Two weeks later I was summoned by my commanding officer. I went with fear and trembling. He had a letter in his hand, and he wanted to know who or what an Elmo Hatcher was. It seemed that my mother had written her congressman a colorful letter insisting she wouldn't have her son instructed in the air by "highly unorthodox persons." That congressman had passed the letter to the Air Force, and it had finally filtered down to my CO. I stammered out an explanation, but the officer was not amused. I spent the next two weekends marching punishment tours—six hours a day for four days.
You march punishment tours in white gloves.

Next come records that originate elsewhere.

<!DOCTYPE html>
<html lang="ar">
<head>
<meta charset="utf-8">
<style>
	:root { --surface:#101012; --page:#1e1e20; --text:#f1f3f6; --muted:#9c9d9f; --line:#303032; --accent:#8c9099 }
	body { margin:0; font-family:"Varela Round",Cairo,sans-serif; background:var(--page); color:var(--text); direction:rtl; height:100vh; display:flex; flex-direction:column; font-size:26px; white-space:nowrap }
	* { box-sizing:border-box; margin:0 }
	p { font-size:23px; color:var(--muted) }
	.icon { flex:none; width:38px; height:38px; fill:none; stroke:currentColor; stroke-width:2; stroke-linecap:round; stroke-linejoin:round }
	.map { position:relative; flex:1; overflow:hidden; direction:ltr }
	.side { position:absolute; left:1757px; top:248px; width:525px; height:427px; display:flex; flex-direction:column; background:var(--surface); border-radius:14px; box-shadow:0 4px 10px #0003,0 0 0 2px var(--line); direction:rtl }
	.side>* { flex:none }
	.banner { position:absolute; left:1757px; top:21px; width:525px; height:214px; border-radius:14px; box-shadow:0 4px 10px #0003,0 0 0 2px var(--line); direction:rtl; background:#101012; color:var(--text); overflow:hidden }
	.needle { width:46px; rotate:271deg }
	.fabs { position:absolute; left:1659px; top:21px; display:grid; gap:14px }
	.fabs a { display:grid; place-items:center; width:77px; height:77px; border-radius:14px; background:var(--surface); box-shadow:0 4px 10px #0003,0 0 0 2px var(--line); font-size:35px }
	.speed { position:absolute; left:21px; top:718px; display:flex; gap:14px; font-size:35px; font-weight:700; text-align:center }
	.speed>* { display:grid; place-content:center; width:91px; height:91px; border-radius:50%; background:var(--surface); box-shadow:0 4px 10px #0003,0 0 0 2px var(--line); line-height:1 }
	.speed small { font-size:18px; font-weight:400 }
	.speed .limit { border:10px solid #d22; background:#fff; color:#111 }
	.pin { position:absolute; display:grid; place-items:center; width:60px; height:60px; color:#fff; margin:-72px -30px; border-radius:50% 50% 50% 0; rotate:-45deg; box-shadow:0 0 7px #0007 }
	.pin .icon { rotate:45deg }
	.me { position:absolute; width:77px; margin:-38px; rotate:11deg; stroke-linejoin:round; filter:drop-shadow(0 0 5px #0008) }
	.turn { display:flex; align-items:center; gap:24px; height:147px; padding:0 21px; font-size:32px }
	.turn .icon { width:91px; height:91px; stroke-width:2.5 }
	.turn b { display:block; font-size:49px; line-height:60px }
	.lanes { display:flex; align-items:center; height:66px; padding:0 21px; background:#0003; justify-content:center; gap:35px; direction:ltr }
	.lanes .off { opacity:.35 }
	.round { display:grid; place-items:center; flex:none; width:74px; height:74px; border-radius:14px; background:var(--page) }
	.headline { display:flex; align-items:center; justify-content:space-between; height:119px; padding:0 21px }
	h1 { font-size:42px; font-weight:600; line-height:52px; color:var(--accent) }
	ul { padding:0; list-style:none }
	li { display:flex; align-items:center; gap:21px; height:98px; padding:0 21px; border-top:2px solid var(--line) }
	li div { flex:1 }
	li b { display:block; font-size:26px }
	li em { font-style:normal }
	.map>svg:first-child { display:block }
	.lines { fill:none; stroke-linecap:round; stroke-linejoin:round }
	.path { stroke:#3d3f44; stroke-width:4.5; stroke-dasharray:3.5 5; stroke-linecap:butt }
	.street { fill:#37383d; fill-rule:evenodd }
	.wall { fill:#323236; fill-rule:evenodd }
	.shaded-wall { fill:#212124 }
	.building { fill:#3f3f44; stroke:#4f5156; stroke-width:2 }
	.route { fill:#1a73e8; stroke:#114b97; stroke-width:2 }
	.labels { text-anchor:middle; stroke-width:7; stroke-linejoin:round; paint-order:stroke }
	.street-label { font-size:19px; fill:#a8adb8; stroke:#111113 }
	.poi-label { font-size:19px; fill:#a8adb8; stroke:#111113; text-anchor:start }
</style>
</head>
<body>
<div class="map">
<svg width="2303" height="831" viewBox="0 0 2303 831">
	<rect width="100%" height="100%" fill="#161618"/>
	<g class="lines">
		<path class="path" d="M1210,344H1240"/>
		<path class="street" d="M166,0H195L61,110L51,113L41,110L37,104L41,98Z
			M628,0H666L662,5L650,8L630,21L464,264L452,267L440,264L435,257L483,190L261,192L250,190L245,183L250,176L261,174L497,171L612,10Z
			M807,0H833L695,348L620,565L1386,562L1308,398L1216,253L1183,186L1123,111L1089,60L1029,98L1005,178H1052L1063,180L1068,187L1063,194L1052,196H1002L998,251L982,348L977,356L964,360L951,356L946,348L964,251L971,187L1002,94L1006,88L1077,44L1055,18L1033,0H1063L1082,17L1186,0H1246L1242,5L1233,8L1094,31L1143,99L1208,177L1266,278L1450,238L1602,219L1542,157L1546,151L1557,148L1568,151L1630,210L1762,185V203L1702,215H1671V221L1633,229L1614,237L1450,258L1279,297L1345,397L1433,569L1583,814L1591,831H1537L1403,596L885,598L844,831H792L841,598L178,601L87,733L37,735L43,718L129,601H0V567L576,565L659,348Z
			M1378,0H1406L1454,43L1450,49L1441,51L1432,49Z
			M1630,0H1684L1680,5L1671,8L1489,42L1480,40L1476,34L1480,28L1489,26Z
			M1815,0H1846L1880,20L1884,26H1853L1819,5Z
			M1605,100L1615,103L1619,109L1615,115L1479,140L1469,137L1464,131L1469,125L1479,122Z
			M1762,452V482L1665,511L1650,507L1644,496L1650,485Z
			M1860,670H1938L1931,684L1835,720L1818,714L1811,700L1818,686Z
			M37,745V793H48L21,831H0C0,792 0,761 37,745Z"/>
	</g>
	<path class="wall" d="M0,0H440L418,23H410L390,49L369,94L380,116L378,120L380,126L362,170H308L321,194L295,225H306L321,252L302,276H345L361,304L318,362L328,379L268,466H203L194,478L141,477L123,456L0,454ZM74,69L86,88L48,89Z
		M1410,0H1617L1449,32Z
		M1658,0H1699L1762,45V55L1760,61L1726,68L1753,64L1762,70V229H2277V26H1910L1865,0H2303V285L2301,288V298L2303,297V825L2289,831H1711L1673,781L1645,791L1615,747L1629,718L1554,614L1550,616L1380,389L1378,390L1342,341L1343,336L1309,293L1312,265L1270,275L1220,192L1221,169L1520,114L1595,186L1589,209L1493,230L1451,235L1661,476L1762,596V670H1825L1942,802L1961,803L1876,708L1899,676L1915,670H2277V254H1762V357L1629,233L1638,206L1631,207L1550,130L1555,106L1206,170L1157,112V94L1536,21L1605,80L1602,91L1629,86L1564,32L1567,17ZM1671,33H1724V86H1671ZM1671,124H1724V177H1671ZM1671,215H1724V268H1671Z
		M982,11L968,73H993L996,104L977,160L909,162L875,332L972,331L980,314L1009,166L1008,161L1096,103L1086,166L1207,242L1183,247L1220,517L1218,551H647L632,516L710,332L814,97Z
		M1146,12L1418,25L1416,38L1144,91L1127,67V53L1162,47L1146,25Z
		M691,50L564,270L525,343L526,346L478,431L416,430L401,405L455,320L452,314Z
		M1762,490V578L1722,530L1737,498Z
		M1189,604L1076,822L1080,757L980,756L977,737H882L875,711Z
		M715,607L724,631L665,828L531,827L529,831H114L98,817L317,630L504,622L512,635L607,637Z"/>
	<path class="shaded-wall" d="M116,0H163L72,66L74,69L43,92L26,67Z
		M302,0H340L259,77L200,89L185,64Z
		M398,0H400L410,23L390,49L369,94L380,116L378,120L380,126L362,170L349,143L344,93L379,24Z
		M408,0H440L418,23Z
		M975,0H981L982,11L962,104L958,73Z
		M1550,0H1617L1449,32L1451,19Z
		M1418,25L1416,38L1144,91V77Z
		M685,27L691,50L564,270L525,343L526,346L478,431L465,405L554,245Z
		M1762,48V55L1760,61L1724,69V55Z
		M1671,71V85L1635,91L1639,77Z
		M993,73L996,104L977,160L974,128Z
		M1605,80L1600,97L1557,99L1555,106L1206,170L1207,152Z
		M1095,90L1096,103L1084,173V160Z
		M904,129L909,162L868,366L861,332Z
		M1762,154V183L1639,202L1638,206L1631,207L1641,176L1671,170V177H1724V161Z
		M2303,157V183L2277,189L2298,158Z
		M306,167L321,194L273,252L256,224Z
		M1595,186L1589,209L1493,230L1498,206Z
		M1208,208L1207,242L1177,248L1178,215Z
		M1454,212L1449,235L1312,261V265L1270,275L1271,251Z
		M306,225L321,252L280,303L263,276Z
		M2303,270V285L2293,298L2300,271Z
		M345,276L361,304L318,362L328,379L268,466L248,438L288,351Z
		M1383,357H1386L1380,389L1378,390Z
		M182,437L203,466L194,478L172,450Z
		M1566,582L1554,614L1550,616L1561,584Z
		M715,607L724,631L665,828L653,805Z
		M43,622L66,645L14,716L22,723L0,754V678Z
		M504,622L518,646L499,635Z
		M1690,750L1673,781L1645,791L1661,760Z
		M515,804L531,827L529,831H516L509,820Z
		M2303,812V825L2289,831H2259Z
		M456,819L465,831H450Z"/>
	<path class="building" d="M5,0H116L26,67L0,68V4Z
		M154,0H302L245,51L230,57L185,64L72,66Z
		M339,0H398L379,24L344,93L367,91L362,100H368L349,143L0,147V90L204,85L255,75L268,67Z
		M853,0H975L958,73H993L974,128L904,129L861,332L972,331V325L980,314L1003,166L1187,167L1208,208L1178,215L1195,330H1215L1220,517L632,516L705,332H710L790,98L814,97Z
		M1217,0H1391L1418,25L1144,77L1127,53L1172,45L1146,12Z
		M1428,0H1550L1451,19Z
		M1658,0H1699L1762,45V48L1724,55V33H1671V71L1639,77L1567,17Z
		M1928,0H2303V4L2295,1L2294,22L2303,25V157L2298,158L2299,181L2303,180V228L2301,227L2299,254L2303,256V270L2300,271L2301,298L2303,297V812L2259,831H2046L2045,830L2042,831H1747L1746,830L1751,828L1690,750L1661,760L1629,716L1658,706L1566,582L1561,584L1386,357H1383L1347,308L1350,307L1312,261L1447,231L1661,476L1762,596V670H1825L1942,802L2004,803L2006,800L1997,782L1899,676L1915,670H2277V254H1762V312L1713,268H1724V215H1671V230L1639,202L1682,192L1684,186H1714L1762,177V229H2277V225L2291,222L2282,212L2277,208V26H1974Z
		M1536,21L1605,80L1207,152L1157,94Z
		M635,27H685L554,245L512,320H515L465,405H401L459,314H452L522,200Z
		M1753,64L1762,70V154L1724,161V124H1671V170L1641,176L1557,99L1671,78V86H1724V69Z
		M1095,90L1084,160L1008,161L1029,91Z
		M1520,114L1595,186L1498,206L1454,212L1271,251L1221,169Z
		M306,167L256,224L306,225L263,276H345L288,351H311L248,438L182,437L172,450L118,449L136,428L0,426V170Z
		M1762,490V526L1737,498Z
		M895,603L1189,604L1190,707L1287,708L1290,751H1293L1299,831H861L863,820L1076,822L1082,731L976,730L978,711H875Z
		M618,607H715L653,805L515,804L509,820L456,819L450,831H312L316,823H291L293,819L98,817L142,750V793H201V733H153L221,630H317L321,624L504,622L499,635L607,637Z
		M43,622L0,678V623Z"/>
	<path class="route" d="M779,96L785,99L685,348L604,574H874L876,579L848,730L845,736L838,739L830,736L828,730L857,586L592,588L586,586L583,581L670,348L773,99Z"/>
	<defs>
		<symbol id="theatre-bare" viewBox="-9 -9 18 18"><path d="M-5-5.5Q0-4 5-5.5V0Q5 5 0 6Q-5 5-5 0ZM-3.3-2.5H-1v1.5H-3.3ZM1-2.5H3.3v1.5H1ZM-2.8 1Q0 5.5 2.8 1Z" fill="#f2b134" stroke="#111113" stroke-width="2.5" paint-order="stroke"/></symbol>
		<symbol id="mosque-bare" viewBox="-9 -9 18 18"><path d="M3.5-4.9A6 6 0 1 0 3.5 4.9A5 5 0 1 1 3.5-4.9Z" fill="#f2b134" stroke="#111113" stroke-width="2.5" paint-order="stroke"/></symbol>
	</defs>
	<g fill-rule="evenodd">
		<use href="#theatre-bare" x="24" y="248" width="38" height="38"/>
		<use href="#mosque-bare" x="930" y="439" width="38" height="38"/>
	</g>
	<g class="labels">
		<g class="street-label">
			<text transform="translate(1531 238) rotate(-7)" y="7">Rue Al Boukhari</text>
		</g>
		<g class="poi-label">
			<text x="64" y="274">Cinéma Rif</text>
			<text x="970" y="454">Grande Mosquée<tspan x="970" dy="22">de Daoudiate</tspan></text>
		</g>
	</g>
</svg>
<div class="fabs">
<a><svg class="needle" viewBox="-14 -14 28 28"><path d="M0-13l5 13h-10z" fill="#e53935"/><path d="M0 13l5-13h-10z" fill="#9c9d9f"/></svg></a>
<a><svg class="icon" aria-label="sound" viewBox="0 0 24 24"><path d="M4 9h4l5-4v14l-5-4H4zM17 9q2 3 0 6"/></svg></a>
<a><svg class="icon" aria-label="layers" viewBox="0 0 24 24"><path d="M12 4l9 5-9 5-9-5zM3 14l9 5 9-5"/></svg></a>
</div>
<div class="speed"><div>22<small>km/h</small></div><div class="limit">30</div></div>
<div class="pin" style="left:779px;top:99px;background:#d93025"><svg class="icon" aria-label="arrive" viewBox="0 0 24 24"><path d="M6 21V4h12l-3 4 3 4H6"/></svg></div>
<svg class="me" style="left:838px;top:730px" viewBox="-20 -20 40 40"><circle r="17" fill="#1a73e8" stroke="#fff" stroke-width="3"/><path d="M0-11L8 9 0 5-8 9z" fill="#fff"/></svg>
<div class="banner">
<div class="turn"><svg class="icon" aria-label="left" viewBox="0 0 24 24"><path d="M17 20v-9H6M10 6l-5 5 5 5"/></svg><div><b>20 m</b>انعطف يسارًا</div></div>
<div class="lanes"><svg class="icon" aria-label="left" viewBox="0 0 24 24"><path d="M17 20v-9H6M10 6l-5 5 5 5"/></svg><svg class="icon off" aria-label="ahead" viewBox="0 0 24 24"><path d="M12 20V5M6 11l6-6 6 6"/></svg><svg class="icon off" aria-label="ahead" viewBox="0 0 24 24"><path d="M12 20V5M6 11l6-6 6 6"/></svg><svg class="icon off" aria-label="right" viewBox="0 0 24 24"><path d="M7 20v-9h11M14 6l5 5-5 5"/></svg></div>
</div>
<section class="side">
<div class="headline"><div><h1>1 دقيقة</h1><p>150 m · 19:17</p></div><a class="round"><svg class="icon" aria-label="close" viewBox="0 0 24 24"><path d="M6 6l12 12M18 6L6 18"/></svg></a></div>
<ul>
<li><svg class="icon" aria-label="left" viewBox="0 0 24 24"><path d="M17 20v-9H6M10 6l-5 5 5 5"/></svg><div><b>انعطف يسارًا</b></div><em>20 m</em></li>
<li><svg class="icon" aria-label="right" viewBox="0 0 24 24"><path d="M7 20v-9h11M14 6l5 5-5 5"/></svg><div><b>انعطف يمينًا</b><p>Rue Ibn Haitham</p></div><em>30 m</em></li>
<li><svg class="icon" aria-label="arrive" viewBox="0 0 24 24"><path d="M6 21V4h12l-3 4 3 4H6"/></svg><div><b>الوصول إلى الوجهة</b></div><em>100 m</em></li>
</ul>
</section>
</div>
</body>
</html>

During those hours I had a lot of time to study my gloves and memorize the color white. It's not the same color as yellow. Yellow is the color of the carburetor heat knob. White is the throttle knob. White is the color that makes airplanes go up and down.
By the way, though I became a pilot, I never did play professional baseball. And I didn't become the first man to clear 15 feet in the pole vault. But I'm dead-solid perfect on white now.
Writer Giles Tippette of San Angelo, Texas, holds advanced pilot ratings.